▶ What you need to do
All lines with the word "Walbergerstraße" must be pulled from the entries below.

▶ Dataset extract
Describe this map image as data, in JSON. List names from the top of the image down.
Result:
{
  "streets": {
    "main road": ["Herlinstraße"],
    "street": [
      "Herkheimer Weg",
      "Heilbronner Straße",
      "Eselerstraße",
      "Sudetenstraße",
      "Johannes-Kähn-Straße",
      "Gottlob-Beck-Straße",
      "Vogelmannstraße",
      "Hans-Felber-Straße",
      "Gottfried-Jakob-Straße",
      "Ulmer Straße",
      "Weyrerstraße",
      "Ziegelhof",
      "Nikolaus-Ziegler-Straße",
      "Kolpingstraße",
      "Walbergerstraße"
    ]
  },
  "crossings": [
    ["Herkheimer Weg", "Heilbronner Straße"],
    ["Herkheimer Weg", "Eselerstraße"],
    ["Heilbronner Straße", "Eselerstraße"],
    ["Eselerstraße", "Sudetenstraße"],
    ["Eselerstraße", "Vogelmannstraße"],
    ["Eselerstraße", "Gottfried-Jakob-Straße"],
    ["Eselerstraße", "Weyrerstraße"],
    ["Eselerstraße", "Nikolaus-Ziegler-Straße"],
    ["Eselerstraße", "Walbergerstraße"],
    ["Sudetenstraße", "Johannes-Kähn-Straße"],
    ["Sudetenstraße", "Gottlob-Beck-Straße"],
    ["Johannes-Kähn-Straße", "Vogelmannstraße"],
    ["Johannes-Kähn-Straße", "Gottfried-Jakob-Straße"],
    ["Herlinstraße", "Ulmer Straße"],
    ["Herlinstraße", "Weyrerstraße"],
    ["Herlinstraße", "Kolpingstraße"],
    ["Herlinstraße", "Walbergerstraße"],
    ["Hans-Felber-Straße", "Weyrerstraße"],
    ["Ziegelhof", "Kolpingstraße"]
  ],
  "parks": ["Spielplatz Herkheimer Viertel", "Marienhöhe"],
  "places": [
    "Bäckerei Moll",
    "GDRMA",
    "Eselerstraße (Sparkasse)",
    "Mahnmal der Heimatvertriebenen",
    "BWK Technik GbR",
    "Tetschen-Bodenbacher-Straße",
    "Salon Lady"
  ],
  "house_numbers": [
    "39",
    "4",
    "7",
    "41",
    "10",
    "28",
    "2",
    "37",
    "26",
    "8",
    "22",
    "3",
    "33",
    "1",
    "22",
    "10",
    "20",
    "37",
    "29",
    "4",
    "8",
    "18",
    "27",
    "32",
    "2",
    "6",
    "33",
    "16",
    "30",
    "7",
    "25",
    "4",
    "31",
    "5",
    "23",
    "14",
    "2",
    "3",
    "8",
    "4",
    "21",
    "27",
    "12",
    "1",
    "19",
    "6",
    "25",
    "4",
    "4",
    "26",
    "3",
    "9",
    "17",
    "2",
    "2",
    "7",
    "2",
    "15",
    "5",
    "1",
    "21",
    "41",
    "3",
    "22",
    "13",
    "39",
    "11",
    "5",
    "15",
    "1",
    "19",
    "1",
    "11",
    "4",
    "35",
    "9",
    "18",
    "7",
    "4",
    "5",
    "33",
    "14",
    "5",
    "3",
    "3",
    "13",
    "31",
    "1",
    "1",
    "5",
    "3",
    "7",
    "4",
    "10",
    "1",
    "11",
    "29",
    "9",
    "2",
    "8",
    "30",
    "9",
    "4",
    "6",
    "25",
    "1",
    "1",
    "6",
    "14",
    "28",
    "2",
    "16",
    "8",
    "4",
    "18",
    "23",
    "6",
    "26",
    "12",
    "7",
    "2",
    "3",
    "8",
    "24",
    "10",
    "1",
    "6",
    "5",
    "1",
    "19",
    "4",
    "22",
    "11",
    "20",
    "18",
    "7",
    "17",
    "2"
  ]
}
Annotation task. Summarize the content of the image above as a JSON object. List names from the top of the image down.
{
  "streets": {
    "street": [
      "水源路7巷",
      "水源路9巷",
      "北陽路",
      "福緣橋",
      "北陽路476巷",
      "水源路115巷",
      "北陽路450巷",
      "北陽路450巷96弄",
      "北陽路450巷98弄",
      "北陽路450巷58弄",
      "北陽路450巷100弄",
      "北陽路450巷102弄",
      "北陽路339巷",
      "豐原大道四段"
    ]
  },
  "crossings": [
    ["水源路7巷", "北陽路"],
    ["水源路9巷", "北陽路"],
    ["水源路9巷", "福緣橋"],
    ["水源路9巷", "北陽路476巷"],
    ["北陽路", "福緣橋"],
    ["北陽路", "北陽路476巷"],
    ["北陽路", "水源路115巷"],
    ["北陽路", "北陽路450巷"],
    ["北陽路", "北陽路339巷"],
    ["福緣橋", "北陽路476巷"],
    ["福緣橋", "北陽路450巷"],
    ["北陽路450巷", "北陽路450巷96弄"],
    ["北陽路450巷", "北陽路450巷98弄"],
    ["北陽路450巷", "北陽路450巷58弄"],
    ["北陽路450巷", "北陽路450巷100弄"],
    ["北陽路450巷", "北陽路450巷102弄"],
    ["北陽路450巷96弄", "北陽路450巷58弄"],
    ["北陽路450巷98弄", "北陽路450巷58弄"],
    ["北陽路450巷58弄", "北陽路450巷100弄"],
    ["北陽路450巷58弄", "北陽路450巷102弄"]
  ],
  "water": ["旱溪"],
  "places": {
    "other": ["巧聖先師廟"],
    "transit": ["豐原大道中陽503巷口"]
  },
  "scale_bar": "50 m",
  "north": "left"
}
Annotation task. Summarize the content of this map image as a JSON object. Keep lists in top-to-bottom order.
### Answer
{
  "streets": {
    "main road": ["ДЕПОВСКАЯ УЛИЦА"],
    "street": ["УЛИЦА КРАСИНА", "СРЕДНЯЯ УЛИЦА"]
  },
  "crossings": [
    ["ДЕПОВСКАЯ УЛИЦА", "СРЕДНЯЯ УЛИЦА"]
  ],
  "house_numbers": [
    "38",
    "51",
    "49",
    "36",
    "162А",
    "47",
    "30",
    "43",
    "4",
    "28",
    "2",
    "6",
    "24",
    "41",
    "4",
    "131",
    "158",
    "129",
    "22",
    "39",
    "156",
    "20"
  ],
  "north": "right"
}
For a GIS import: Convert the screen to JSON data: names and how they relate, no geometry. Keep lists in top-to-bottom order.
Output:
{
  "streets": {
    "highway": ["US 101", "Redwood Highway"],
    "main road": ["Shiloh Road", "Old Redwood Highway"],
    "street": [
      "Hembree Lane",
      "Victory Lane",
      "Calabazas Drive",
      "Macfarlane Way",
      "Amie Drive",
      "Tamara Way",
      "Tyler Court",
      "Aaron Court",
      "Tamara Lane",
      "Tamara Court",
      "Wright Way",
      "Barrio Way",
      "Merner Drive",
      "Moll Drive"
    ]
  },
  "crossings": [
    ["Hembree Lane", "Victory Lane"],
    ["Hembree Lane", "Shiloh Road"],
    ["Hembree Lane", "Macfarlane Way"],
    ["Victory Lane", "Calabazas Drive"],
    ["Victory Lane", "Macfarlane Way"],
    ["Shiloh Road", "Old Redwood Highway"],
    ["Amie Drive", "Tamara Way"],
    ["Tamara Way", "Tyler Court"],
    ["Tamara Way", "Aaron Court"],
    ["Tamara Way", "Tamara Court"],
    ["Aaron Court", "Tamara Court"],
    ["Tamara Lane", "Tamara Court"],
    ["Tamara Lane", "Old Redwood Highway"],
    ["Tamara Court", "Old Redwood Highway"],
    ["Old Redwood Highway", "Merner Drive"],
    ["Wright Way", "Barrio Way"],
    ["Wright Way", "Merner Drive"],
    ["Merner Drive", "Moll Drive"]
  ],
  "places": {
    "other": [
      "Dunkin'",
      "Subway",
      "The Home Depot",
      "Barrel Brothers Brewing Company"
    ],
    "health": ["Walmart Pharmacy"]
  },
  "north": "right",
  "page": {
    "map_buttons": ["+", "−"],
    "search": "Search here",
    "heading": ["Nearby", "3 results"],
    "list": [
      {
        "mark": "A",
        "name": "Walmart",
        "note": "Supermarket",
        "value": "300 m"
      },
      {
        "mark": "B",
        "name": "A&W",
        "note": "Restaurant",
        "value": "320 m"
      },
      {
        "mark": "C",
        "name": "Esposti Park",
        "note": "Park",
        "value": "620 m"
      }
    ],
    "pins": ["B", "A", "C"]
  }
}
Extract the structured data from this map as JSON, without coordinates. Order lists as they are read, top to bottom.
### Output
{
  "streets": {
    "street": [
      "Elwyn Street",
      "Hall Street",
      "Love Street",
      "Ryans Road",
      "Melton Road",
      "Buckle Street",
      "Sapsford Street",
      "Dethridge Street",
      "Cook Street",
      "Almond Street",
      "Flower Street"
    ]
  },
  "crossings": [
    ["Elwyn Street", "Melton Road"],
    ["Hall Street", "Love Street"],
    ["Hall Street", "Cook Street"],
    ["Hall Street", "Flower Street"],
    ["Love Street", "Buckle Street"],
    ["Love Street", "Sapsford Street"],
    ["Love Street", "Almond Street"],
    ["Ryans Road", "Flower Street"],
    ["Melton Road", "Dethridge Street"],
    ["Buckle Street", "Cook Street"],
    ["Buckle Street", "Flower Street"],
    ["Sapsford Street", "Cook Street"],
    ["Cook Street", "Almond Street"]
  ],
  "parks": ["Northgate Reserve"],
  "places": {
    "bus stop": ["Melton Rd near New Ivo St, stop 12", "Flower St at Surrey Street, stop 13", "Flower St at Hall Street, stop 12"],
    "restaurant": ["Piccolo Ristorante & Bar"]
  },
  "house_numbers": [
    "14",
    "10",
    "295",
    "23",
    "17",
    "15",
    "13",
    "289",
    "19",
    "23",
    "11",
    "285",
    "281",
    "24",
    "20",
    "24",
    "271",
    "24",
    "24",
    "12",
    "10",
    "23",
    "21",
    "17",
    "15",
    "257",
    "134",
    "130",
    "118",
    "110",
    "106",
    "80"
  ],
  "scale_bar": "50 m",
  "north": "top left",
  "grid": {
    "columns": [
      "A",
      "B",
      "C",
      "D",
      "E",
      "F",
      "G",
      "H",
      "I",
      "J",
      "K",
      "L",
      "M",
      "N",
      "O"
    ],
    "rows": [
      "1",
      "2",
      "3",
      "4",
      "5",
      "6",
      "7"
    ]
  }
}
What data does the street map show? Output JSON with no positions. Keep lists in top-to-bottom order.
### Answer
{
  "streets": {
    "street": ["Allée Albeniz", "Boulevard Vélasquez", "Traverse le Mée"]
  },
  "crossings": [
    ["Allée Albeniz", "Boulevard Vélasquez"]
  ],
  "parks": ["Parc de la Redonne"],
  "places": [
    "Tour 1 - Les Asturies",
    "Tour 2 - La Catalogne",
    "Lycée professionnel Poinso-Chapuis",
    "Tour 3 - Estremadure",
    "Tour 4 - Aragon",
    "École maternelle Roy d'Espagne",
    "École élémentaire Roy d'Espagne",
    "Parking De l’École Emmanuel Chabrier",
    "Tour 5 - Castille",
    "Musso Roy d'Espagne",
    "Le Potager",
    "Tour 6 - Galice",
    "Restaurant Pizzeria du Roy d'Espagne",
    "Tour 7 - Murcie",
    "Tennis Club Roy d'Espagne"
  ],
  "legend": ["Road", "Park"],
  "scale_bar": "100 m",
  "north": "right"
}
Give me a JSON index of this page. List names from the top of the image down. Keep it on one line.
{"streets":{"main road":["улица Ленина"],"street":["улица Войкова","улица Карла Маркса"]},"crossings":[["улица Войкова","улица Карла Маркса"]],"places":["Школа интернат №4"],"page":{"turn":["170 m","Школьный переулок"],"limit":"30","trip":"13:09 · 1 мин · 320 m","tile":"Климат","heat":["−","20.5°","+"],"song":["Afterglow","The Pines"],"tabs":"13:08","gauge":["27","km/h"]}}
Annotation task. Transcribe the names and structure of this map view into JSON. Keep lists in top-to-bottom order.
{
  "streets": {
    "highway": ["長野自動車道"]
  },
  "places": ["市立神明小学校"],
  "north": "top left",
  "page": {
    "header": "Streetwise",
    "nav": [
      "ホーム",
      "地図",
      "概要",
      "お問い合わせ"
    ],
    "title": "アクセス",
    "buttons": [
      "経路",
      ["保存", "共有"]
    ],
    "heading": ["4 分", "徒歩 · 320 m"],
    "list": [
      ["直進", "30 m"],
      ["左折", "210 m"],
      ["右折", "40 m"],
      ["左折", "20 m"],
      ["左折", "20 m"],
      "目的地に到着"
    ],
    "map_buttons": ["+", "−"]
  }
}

▶ Answer below
      "Walbergerstraße"
    ["Eselerstraße", "Walbergerstraße"],
    ["Herlinstraße", "Walbergerstraße"],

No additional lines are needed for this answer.